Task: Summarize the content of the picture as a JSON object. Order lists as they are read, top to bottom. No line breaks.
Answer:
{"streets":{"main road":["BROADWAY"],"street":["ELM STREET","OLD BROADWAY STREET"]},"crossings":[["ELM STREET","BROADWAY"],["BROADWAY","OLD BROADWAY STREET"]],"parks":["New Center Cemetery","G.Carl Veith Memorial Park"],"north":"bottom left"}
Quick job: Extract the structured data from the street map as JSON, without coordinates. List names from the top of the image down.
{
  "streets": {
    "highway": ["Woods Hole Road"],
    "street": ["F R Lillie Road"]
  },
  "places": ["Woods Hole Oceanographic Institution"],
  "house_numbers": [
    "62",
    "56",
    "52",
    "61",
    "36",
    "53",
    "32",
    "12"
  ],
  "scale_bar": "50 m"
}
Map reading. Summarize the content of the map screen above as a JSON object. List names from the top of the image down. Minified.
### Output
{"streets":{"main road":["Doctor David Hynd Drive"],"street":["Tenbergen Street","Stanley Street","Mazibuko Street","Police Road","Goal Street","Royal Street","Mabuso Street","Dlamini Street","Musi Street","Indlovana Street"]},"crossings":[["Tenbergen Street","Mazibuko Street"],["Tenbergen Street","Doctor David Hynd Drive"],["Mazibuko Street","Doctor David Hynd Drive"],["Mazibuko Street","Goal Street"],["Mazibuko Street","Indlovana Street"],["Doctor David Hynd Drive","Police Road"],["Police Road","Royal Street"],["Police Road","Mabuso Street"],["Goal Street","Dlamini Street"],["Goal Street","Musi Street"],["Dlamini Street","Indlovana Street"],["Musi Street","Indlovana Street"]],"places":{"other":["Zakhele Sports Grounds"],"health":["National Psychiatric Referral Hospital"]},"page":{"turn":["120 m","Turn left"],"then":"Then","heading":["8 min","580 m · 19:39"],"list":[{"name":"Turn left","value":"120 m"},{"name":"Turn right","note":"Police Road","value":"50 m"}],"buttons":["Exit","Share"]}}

● ● ●

• _REQUIRED WORK_
Which lines of the data include the word "Summarize"? Copy each one.

• _ANSWER TO THE PROBLEM_
Task: Summarize the content of the picture as a JSON object. Order lists as they are read, top to bottom. No line breaks.
Map reading. Summarize the content of the map screen above as a JSON object. List names from the top of the image down. Minified.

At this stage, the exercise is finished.